**PROBLEM:** If a line in the entries contains the word "controls", list it.
-------- SUPPLIED RECORDS
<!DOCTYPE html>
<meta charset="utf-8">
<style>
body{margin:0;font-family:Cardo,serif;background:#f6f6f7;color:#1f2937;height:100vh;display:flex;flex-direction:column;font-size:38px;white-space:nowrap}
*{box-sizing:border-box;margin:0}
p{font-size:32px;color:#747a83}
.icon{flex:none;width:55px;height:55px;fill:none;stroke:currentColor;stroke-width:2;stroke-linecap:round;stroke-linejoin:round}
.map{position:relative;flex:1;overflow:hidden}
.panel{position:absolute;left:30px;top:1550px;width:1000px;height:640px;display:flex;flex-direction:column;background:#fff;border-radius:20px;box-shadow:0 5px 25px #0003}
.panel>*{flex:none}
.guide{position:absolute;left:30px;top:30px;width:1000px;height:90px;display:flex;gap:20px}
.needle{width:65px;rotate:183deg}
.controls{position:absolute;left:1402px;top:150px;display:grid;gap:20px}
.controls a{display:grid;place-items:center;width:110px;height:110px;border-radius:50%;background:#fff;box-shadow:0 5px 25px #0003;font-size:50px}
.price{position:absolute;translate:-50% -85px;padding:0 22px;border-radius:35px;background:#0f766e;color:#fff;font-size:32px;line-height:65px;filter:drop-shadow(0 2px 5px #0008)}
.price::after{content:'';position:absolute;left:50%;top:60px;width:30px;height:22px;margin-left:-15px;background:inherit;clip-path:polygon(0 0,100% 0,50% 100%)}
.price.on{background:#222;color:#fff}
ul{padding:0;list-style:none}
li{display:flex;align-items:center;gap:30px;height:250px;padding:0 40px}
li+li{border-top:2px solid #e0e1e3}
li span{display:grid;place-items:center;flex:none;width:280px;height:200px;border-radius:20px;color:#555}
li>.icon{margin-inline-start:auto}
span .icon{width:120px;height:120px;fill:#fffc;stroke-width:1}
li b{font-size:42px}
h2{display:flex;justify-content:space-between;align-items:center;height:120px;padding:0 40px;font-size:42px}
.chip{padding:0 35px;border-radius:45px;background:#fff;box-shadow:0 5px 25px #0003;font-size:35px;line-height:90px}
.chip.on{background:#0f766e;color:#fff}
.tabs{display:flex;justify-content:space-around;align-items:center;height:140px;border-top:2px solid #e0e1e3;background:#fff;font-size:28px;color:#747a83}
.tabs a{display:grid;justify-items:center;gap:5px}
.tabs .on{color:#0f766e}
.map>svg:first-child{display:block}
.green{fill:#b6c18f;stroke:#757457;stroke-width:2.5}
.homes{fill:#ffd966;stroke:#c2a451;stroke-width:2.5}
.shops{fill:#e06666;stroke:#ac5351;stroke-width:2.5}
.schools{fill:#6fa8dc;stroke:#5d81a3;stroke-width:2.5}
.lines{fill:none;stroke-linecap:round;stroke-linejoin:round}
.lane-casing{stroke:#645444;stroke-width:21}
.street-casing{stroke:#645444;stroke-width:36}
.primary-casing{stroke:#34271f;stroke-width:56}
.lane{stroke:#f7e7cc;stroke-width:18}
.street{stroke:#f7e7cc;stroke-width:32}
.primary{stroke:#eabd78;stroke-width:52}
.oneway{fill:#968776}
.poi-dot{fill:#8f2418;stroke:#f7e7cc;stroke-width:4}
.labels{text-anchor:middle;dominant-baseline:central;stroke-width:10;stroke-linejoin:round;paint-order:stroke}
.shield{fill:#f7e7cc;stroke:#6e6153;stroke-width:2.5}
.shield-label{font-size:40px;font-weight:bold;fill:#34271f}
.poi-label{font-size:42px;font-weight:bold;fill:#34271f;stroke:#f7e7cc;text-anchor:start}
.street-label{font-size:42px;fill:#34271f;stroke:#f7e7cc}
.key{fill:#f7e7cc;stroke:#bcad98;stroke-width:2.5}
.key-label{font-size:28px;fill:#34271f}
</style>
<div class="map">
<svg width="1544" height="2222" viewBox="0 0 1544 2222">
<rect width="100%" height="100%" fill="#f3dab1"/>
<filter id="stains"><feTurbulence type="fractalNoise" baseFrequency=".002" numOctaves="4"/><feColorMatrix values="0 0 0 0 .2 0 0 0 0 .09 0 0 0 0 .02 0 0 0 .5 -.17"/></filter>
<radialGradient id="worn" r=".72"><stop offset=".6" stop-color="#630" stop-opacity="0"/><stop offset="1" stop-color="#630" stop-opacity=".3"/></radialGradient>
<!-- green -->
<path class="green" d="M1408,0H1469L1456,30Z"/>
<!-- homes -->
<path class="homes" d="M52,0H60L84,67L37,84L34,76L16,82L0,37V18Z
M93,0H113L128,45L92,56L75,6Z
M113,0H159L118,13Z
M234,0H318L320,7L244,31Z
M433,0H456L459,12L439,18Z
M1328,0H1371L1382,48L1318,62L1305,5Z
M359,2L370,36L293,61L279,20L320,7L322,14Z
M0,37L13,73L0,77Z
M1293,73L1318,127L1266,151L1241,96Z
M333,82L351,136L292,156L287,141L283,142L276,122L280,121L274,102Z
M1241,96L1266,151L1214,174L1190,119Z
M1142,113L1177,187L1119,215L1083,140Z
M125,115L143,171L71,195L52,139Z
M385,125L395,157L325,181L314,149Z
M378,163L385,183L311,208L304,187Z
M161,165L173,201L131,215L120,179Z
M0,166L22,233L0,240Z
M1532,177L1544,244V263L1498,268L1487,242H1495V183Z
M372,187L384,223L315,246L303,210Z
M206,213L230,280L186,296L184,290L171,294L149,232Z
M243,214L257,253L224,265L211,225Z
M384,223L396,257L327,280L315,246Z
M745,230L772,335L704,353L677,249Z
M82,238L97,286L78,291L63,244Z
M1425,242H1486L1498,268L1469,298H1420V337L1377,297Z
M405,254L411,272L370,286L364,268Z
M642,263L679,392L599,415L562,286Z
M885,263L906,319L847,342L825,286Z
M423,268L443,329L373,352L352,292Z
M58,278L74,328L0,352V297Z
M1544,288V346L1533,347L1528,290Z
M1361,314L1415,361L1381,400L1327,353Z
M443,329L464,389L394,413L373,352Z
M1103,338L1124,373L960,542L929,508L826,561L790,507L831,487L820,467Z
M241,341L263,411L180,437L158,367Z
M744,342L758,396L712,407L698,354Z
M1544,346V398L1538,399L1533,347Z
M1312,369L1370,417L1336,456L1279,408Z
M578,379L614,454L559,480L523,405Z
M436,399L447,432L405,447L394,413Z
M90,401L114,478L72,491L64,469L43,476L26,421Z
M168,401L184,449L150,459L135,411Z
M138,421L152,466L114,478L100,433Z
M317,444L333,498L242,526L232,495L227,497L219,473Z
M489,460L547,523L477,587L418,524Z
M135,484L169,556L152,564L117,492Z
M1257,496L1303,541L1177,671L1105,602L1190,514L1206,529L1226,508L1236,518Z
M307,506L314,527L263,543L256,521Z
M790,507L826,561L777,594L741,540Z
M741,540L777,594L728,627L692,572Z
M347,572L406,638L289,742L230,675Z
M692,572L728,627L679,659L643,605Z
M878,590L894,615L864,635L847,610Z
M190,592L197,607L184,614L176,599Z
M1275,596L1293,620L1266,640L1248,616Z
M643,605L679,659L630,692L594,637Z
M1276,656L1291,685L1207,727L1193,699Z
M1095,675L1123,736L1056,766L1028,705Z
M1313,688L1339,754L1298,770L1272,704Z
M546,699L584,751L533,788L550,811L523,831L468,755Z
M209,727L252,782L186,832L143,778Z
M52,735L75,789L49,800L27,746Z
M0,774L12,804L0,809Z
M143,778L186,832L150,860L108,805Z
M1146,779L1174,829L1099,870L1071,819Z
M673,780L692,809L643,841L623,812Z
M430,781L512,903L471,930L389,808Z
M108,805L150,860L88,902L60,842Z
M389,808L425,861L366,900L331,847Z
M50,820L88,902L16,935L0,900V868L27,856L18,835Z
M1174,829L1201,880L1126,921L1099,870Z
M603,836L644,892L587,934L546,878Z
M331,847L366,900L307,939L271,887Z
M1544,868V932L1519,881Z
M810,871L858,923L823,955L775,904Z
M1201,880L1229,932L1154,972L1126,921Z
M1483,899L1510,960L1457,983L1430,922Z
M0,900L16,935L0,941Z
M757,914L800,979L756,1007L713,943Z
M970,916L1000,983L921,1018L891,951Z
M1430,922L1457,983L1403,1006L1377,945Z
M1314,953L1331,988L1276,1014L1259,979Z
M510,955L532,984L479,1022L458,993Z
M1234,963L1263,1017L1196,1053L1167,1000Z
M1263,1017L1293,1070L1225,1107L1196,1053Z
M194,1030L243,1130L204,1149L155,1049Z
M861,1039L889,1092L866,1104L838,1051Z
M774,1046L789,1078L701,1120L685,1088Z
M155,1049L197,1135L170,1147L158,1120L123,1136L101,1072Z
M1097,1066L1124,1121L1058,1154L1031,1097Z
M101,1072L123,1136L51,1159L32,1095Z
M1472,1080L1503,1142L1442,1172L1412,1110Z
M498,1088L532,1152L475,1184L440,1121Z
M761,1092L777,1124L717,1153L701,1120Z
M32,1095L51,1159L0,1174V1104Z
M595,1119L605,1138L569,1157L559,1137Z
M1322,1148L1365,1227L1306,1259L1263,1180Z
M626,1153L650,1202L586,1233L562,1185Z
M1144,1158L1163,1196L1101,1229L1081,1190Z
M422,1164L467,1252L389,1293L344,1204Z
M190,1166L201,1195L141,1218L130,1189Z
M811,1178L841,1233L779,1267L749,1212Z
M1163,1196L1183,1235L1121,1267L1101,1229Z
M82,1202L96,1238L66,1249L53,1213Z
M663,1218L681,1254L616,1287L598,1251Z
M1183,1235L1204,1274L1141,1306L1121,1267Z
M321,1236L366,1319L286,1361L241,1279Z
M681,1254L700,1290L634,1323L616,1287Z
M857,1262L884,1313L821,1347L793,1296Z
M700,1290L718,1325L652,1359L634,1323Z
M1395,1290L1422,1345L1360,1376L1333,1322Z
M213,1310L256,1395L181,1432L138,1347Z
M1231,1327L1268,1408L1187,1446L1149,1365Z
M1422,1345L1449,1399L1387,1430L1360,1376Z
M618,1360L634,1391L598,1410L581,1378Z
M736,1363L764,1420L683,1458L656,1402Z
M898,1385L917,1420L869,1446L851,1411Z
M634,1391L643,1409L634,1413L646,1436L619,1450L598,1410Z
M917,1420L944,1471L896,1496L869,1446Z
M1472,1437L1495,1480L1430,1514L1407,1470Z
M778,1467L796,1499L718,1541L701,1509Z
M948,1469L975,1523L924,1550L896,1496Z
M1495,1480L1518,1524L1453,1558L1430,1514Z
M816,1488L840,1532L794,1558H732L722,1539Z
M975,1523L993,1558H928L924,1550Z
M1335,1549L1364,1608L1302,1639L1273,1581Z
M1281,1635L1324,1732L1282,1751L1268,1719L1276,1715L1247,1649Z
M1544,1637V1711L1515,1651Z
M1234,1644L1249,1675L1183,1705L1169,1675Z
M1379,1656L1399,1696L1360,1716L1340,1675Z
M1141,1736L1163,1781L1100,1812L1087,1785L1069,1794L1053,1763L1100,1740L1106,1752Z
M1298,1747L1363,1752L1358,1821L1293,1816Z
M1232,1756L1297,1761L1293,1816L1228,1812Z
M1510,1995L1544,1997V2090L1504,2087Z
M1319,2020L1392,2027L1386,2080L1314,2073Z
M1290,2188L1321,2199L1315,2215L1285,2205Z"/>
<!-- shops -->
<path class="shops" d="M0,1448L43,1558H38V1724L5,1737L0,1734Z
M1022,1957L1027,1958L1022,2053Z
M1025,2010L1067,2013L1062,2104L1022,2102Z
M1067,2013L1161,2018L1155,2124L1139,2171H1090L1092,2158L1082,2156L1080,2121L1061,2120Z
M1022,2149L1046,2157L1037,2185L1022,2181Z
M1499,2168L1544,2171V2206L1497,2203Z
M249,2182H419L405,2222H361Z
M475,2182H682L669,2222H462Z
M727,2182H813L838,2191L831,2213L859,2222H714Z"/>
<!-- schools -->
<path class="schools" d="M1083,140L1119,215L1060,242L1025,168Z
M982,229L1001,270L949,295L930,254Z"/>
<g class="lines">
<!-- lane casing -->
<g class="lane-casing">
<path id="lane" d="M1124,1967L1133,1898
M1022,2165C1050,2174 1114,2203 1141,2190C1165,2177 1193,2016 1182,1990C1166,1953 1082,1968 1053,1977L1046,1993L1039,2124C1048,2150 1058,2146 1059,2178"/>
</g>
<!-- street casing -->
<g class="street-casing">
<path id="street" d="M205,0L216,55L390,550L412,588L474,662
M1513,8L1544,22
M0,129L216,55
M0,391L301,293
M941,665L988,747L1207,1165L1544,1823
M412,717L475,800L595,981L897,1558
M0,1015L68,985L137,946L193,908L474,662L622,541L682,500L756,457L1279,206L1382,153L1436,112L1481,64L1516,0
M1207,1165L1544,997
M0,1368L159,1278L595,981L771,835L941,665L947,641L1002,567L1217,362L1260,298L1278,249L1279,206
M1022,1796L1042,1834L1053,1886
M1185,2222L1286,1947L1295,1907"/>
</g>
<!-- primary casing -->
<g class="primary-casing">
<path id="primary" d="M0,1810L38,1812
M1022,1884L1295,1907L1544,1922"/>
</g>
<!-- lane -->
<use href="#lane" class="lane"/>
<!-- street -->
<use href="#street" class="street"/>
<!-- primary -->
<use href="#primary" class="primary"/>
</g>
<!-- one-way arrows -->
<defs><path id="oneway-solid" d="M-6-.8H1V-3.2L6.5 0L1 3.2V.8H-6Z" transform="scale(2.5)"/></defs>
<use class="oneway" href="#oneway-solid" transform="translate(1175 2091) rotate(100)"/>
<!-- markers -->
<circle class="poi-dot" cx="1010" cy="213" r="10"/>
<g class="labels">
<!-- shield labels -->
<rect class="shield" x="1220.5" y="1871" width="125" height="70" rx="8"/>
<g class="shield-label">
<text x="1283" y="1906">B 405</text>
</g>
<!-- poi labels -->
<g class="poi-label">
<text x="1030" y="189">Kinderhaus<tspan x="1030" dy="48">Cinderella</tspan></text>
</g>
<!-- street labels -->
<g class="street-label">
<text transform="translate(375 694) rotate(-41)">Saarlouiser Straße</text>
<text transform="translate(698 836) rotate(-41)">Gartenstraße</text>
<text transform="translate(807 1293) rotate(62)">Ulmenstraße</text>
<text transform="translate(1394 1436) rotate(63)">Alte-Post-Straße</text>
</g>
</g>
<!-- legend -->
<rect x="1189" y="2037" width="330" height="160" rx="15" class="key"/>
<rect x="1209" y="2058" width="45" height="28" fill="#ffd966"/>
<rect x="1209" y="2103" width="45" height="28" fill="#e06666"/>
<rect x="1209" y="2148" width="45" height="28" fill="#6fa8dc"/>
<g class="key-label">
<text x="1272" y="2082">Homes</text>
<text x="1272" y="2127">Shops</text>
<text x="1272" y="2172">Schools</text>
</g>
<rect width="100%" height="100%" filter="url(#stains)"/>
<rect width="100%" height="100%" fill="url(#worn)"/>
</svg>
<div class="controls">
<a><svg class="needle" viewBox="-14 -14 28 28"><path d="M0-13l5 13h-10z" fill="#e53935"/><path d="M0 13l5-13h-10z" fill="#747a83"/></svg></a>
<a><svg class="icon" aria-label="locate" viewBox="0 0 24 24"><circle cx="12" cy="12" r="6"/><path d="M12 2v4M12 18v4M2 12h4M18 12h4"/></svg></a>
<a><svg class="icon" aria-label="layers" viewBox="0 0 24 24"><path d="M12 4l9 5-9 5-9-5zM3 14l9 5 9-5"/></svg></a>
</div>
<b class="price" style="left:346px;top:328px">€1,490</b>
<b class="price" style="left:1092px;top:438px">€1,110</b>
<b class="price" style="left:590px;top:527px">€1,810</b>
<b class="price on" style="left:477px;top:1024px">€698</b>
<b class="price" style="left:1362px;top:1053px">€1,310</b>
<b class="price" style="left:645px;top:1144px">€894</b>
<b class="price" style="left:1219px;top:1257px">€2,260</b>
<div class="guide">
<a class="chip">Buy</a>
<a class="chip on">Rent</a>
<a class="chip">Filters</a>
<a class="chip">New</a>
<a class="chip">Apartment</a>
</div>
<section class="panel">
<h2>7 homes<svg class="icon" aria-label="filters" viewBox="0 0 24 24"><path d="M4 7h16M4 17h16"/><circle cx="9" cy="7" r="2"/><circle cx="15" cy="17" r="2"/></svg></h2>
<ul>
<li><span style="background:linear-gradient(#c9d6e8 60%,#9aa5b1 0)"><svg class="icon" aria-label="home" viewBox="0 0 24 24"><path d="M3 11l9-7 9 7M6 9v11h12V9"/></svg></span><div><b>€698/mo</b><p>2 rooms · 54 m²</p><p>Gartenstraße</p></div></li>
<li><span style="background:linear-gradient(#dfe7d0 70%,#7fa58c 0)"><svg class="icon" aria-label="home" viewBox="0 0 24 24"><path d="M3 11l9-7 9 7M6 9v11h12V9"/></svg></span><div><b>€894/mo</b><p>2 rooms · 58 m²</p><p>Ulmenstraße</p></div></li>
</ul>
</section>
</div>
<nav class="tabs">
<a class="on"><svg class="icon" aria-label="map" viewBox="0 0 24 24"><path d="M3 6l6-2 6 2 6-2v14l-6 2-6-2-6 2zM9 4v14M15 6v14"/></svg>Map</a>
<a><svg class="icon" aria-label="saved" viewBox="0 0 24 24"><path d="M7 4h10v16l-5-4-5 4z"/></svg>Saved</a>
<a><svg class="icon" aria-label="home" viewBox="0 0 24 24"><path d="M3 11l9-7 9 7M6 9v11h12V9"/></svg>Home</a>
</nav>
----------------
**EXERCISE RESPONSE:**
.controls{position:absolute;left:1402px;top:150px;display:grid;gap:20px}
.controls a{display:grid;place-items:center;width:110px;height:110px;border-radius:50%;background:#fff;box-shadow:0 5px 25px #0003;font-size:50px}
<div class="controls">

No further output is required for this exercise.